__Assignment__. Find how many lines in this data contain the string "details". Respond with only that number.

********************

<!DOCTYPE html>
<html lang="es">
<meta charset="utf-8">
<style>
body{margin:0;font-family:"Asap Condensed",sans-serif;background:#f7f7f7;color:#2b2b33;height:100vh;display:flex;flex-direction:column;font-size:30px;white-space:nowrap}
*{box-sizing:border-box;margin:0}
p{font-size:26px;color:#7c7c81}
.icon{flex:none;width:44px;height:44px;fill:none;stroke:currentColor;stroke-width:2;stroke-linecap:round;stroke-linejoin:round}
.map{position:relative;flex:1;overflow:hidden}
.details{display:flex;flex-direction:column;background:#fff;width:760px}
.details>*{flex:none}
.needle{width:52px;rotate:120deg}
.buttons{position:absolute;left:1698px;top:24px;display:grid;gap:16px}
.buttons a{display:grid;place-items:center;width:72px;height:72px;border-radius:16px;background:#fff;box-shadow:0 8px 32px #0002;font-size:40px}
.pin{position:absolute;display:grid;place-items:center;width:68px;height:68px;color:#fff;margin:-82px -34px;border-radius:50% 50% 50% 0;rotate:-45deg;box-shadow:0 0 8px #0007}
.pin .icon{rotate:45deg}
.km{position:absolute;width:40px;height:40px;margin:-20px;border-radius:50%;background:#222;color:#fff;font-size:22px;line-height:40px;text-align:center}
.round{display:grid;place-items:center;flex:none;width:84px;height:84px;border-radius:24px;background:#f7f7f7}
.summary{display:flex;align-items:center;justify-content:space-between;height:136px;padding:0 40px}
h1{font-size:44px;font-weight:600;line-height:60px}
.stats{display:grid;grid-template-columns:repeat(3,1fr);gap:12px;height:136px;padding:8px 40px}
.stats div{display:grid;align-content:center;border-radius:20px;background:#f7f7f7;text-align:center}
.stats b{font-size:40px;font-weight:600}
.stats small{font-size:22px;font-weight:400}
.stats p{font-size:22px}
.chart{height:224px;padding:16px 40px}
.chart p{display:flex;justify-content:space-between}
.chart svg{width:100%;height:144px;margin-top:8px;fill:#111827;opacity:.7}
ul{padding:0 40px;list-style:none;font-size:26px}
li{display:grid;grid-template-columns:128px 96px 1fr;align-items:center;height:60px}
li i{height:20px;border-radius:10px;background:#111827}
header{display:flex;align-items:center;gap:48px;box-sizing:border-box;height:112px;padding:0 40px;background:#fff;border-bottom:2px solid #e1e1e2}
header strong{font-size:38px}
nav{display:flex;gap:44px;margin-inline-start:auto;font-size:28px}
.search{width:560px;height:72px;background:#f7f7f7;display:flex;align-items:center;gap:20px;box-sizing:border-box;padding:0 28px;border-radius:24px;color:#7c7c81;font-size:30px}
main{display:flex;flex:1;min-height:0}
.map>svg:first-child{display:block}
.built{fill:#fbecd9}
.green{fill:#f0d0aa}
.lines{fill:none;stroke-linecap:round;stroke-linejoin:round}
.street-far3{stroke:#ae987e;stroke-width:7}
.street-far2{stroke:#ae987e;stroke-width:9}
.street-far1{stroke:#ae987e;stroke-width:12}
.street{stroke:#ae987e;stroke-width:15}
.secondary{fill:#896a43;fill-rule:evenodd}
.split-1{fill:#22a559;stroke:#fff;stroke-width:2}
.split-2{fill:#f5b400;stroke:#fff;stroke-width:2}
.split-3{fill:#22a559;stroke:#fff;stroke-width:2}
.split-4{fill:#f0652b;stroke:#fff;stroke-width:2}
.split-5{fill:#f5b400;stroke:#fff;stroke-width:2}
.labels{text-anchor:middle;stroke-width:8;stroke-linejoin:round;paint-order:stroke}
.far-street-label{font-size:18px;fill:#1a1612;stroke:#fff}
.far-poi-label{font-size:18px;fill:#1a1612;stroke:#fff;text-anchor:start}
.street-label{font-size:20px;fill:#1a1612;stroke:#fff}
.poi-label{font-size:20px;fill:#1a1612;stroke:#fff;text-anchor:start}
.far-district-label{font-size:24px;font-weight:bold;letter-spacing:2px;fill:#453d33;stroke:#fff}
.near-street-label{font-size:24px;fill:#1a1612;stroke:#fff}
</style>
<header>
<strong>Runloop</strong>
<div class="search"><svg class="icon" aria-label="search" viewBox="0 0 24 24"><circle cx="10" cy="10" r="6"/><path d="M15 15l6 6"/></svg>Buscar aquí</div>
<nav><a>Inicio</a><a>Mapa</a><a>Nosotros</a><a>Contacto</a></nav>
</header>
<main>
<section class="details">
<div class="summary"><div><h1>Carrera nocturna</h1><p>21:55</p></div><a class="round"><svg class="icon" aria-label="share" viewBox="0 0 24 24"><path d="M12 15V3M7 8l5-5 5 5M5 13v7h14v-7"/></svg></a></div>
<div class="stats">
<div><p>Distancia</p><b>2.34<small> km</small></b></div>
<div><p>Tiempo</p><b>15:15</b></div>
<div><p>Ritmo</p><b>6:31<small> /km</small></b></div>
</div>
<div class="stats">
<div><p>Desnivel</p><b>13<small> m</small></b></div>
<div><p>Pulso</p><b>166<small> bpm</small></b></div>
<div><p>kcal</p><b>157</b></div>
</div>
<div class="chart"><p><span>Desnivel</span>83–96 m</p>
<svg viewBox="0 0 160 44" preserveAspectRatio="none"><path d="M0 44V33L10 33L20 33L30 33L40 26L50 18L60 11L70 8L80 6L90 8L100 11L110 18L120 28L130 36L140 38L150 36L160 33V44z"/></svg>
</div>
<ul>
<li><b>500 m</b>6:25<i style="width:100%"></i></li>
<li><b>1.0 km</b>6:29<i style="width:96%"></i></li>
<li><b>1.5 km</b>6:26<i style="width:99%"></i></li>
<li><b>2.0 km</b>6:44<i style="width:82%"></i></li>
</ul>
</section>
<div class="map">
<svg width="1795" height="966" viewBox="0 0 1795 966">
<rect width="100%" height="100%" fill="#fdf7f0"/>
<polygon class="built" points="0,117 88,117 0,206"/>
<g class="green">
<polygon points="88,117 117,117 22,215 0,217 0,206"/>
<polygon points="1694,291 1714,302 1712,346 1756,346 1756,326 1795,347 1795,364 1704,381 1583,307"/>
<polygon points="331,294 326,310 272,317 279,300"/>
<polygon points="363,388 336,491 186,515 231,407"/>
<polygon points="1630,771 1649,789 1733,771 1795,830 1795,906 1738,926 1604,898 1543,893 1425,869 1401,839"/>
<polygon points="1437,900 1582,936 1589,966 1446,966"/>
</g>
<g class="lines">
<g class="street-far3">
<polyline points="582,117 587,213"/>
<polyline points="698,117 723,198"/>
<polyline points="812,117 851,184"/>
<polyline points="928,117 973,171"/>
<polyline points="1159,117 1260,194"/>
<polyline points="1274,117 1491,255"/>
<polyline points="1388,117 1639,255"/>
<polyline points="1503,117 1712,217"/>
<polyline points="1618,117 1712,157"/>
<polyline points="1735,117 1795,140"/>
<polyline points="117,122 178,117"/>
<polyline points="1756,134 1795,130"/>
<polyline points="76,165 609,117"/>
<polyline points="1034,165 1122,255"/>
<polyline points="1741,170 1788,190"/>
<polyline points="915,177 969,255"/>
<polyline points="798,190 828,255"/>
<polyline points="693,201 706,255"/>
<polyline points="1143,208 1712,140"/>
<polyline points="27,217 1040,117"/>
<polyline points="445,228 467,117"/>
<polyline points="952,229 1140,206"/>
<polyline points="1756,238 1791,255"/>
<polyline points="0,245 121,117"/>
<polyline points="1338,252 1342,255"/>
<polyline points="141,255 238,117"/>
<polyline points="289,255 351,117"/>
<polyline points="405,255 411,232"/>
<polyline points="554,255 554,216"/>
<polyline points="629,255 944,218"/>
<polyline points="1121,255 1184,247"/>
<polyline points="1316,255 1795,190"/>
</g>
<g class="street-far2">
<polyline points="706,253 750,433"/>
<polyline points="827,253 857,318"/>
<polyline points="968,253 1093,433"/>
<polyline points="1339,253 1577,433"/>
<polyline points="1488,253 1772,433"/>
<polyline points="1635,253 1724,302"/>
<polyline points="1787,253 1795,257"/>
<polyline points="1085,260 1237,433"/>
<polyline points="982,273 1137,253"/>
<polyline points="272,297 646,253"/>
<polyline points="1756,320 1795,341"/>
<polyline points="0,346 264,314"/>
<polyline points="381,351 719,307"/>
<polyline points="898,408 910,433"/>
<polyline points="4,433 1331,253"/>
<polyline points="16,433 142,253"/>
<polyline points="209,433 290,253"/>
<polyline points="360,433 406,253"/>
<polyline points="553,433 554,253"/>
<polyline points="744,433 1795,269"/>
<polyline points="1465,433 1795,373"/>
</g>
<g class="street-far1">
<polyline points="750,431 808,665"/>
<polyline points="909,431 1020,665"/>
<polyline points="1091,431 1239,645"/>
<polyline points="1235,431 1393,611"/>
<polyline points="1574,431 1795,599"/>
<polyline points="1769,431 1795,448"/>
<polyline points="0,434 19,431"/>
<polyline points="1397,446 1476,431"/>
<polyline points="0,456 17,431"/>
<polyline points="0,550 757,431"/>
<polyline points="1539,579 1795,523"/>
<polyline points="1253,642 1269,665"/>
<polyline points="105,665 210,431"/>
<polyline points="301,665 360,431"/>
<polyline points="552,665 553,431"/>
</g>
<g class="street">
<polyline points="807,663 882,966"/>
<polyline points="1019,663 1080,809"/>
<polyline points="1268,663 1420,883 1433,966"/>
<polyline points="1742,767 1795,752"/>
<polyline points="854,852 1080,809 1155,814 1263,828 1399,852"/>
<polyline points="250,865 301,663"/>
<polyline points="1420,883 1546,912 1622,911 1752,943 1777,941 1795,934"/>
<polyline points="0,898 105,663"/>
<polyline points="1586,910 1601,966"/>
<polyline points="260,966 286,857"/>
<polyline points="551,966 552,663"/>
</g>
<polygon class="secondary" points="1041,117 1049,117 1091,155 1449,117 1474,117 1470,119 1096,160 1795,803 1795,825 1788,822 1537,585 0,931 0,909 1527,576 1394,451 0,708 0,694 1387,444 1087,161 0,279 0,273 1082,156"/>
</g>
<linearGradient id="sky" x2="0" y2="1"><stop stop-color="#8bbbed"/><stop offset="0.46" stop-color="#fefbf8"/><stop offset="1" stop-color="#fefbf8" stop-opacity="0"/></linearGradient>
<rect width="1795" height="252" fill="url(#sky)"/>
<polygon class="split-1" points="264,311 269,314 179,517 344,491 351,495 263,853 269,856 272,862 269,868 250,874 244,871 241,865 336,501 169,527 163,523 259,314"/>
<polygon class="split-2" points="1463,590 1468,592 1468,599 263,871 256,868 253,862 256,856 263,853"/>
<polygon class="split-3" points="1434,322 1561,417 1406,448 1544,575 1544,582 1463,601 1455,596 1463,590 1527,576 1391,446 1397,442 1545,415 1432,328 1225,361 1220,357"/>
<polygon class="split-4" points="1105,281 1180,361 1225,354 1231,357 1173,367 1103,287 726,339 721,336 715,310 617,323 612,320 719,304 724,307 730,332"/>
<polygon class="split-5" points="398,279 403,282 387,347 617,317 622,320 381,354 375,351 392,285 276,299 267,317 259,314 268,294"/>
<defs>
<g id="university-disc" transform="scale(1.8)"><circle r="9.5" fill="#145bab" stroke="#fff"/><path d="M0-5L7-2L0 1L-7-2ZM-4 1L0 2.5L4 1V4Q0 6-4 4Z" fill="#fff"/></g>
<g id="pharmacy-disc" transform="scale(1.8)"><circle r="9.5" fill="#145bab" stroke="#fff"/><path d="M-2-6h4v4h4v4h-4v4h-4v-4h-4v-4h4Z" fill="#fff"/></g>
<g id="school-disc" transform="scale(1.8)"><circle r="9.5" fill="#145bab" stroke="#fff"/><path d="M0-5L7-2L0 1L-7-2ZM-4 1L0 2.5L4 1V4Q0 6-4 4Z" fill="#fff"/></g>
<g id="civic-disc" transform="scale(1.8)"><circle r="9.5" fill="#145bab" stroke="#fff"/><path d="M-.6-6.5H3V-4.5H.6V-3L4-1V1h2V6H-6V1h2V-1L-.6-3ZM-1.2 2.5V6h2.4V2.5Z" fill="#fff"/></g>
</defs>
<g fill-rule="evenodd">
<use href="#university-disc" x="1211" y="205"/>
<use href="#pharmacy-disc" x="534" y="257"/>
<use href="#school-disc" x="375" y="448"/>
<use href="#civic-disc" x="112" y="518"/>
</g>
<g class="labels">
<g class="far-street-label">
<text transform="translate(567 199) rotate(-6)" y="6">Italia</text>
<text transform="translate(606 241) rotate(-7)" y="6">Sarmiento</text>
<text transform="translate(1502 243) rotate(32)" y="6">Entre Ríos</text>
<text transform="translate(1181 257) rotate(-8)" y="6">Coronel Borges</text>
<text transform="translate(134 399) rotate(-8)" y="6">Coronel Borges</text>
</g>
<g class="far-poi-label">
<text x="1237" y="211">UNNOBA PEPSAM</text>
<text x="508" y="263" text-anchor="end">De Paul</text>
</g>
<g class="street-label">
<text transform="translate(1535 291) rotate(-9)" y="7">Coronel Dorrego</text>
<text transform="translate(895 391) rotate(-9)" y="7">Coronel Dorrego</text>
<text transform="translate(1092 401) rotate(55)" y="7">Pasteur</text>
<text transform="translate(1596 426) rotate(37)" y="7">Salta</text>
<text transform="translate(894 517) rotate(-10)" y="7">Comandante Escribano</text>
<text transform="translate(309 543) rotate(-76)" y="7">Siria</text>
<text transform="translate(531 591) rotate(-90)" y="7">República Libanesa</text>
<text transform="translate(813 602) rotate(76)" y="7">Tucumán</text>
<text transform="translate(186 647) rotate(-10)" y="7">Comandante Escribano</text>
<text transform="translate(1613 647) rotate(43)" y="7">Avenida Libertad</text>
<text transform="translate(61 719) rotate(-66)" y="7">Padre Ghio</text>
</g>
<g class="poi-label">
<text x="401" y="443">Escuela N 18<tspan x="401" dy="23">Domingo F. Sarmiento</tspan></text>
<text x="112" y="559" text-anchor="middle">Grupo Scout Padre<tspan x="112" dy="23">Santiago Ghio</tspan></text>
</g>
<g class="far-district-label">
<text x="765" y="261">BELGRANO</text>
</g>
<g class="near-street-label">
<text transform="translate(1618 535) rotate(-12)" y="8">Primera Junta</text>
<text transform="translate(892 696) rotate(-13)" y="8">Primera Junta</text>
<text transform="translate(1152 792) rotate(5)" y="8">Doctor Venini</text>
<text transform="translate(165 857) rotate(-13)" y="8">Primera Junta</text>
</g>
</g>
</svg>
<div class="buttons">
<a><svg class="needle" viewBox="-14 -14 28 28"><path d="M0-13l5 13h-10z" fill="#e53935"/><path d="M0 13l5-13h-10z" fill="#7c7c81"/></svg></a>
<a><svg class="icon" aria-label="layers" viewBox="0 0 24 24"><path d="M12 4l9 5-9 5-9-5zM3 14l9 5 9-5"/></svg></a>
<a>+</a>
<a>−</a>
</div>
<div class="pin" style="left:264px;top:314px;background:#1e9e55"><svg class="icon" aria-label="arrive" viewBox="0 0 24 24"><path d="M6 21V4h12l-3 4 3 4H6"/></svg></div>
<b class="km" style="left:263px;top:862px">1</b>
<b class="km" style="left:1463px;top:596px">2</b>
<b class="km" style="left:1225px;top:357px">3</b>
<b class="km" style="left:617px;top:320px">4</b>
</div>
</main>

********************

__Answer space__. 3